Action item —
From the data below, return the exact lines starting at the line containing "Detect all labels, markers and interface elements in the" and ending at the line containing "Draw a box around", both included, and nothing else.
Information supplied START
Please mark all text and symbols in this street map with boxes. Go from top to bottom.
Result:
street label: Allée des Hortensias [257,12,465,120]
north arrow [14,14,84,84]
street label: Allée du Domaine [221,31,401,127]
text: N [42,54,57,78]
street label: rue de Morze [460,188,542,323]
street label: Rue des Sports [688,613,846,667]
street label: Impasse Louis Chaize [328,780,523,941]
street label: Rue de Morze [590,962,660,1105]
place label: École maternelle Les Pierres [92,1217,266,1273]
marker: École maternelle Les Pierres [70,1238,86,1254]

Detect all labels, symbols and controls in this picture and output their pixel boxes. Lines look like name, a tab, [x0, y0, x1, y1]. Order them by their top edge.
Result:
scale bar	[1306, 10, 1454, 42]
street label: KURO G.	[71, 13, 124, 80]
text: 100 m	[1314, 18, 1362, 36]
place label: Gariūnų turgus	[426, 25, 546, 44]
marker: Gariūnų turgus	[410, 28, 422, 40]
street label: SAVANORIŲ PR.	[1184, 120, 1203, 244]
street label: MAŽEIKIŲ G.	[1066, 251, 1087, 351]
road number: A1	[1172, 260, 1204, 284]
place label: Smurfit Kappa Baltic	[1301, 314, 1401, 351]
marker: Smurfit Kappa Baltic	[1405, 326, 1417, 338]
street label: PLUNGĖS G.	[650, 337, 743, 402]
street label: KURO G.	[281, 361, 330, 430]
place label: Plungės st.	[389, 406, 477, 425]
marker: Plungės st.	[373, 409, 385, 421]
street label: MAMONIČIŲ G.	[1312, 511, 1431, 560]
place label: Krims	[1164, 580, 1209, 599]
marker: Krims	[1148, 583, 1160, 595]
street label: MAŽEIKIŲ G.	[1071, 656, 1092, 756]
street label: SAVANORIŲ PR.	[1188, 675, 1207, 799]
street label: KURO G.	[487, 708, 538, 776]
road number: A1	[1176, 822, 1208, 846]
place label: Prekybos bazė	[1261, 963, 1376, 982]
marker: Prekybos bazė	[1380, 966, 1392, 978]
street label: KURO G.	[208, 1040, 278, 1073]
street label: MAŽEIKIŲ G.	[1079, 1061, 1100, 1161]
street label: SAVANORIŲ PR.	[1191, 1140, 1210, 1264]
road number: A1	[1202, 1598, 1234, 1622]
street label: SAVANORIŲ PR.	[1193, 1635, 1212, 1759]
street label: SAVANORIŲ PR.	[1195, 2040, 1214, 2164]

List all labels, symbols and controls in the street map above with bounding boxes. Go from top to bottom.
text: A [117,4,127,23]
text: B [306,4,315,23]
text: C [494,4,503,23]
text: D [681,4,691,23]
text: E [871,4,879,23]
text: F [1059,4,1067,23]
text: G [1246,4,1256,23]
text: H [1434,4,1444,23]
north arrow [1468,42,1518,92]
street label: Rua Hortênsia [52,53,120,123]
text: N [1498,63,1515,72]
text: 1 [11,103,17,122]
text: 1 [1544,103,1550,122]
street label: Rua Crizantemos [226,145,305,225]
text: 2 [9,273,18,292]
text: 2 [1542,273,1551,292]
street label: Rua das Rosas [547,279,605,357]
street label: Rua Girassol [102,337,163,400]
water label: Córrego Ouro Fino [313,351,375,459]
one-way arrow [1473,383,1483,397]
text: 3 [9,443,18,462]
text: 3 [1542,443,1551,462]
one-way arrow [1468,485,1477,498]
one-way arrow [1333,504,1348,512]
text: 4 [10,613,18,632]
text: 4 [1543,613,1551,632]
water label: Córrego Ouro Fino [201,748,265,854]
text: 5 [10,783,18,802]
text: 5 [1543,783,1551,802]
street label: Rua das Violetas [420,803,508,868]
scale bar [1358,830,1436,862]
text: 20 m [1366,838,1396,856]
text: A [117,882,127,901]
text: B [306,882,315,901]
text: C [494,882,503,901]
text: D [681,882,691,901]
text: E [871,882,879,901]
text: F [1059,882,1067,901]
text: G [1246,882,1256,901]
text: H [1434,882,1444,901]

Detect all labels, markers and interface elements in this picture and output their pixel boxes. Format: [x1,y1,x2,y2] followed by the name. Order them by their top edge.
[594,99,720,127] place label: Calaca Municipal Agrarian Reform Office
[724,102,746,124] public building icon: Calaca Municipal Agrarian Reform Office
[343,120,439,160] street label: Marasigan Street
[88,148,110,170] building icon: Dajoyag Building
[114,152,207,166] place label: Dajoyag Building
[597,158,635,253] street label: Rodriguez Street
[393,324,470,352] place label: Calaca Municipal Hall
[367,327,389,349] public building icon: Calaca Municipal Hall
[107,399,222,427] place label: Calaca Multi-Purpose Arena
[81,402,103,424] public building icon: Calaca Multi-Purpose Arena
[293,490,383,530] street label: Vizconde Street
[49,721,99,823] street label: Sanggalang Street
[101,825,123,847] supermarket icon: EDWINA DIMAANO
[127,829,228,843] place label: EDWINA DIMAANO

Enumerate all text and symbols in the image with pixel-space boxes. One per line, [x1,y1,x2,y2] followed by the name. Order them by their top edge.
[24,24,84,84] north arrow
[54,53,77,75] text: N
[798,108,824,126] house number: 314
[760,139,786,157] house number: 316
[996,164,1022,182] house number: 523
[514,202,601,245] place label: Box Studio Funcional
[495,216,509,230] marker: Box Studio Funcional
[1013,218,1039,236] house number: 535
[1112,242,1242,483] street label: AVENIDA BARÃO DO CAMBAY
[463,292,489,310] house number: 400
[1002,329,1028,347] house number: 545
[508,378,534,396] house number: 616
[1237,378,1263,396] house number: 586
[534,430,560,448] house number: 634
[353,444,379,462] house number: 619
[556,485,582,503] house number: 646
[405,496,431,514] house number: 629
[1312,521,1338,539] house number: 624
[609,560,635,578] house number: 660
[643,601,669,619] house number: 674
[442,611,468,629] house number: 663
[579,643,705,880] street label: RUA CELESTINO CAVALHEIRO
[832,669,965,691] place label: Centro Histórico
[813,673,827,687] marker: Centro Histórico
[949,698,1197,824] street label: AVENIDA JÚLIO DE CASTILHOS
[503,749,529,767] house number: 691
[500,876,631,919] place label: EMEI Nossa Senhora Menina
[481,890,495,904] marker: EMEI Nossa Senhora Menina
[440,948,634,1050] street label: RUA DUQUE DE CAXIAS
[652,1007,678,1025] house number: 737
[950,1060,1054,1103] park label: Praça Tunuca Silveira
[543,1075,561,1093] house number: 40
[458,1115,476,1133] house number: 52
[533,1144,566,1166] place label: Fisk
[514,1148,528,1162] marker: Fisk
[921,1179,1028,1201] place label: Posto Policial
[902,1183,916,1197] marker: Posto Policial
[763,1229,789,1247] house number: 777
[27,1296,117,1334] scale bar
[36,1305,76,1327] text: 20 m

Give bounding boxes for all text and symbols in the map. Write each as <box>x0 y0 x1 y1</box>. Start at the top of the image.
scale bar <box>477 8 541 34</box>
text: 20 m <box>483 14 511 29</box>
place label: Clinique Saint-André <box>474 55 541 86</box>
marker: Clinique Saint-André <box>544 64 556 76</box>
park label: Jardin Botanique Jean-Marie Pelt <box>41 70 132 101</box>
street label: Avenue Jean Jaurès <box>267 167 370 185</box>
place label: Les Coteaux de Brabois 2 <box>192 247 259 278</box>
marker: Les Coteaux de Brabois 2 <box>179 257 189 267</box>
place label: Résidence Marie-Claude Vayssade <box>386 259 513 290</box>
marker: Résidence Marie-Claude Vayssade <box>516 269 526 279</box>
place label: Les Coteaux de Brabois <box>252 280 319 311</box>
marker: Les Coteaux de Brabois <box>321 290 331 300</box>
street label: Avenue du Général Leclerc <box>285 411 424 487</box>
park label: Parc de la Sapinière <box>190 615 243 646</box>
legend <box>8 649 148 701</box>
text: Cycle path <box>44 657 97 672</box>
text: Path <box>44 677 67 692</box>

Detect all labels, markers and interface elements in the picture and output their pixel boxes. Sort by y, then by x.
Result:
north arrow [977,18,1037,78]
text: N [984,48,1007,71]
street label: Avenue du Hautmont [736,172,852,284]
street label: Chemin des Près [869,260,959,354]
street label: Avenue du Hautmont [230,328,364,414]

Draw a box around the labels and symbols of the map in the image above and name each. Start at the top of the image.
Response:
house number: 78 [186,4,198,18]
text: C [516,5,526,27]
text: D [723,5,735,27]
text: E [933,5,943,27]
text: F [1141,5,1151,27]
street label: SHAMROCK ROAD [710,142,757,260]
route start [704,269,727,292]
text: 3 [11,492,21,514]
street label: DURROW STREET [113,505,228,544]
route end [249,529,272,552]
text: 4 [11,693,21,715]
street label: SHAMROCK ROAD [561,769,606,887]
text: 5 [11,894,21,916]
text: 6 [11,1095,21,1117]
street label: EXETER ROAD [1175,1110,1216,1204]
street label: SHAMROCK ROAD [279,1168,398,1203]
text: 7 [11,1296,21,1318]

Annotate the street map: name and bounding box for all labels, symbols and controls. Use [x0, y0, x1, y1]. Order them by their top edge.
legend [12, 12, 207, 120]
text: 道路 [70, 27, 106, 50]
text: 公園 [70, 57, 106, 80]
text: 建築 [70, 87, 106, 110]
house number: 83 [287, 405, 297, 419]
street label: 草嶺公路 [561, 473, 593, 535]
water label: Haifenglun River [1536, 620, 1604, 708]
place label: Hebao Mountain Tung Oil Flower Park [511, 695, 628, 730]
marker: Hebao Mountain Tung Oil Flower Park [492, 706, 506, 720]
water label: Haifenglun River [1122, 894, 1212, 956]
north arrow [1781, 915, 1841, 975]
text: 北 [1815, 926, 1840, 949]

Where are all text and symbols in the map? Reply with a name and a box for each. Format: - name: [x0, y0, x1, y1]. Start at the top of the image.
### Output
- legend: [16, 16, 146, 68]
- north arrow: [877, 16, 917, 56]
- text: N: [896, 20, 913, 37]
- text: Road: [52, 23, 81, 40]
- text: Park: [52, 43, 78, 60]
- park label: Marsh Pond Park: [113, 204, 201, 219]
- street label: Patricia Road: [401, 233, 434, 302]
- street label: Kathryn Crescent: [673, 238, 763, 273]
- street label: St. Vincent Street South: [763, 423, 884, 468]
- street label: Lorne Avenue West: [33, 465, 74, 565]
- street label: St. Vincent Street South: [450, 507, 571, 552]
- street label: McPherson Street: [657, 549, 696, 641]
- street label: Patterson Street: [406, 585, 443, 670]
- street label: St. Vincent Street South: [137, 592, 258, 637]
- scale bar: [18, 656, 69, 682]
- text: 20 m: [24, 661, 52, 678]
Information supplied END
Expected answer —
Detect all labels, markers and interface elements in the picture and output their pixel boxes. Sort by y, then by x.
Result:
north arrow [977,18,1037,78]
text: N [984,48,1007,71]
street label: Avenue du Hautmont [736,172,852,284]
street label: Chemin des Près [869,260,959,354]
street label: Avenue du Hautmont [230,328,364,414]

Draw a box around the labels and symbols of the map in the image above and name each. Start at the top of the image.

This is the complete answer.